Nesta perspetiva, não seria possível distinguir em termos normativos a função interpretativa da função normativa-administrativa e, por conseguinte, a interpretação administrativa apresentar-se-ia como uma forma de supervisão administrativa das interpretações judiciais ou marcadas pelo exercício de poderes de autoridade. 

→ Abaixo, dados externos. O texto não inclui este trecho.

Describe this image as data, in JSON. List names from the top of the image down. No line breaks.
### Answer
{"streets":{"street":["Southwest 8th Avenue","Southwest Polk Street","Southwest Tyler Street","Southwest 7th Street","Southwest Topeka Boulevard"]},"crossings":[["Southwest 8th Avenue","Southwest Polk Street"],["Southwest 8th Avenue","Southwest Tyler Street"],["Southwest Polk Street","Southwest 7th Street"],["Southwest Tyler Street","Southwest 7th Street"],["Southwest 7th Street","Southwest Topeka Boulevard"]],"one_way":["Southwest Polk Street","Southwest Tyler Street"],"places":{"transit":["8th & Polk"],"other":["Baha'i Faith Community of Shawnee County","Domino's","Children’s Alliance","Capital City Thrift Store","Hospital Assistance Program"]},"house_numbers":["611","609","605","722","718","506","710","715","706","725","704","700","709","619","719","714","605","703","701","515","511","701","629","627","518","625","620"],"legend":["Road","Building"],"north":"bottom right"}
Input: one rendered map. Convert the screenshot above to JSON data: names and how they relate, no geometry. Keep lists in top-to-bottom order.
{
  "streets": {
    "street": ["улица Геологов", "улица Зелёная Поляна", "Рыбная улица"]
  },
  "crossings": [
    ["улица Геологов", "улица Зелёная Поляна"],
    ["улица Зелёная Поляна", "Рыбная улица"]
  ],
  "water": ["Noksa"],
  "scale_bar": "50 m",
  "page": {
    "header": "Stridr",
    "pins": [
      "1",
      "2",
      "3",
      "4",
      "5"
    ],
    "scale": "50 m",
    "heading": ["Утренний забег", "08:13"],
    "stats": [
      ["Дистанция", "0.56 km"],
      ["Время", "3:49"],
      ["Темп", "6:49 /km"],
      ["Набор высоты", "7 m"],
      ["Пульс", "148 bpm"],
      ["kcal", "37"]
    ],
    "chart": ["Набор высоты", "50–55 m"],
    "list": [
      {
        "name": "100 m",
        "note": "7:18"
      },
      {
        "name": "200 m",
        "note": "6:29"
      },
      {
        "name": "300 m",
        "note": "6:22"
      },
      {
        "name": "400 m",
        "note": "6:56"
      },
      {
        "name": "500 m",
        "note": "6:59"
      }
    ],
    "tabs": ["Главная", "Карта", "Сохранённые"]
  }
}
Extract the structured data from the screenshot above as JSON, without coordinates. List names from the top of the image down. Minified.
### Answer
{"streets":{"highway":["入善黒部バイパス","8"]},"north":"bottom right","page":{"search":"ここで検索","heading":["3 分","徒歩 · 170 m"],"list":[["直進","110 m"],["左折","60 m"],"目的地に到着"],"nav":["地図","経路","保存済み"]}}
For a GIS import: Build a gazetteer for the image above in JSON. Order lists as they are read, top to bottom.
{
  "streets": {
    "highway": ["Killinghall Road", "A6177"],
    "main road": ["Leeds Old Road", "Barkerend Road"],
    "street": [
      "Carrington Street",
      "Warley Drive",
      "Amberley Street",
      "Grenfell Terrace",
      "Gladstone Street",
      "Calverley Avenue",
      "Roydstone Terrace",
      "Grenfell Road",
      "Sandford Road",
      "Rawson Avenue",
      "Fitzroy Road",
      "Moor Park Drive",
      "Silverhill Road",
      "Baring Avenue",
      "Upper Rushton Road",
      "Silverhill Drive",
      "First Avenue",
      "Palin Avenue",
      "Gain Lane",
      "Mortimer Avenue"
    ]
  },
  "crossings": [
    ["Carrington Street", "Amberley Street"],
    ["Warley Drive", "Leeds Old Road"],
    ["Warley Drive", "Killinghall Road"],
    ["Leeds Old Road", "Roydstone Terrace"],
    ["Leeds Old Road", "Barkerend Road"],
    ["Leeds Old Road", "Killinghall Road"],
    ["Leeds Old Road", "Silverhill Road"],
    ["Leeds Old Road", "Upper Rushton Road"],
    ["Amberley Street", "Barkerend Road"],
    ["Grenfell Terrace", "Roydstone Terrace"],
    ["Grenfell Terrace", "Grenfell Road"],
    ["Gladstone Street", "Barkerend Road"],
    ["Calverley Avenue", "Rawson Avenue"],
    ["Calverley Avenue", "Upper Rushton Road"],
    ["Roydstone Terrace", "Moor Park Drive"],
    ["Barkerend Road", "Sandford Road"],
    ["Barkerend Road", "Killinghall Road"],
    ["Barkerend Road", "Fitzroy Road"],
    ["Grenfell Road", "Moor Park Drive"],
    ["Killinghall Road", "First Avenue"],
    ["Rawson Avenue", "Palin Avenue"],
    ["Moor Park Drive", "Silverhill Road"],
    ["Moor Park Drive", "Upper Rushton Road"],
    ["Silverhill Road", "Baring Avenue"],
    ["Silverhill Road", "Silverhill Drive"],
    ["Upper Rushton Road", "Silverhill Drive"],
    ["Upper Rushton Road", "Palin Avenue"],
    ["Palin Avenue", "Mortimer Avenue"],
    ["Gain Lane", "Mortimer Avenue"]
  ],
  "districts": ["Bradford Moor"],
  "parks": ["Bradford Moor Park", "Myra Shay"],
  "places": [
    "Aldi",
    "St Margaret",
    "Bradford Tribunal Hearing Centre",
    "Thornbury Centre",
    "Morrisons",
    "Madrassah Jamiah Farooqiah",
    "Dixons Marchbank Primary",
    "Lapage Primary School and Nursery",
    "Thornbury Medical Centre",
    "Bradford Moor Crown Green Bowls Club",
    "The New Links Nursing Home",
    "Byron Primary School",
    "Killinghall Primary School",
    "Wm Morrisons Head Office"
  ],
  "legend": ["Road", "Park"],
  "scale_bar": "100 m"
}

Atente-se, precisamente, no pensamento de Colaço Antunes (ob. cit., p. 22-23), a este respeito, que preconiza que “o direito administrativo deixou de ser apenas uma forma particular de produção do direito e de regulação das relações jurídicas para passar a constituir, através da interpretação administrativa, uma nova forma de pensar a hierarquia das normas” ou ainda que “a milagrosa sobrevivência e renovação do direito administrativo é explicável pelo relevante papel da interpretação administrativa, permitindo o equilíbrio da judicialização do direito administrativo com a crescente administrativização da interpretação jurídica, incluindo uma nova arrumação das fontes de direito com a adição da circular administrativa”.

 

VII. Discorda-se frontalmente deste entendimento que, combinando a discricionariedade administrativa com a proliferação de conceitos legais indeterminados no normativo administrativista e a central operatividade dos princípios jurídico-administrativos (plasmados na Lei Fundamental e no Código do Procedimento Administrativo), entende, afinal, que a interpretação jurídica seria uma forma de exercício do poder administrativo (discricionário) pela Administração.

Na verdade, acompanhamos a orientação doutrinária tradicional (citada supra) que segrega o momento primordial da interpretação jurídica na configuração confirmatória, ou não, do poder discricionário da Administração, da própria execução da vontade da Administração, através, precisamente, do poder discricionário administrativo, que, não o esqueçamos, é ele mesmo vinculado ex lege.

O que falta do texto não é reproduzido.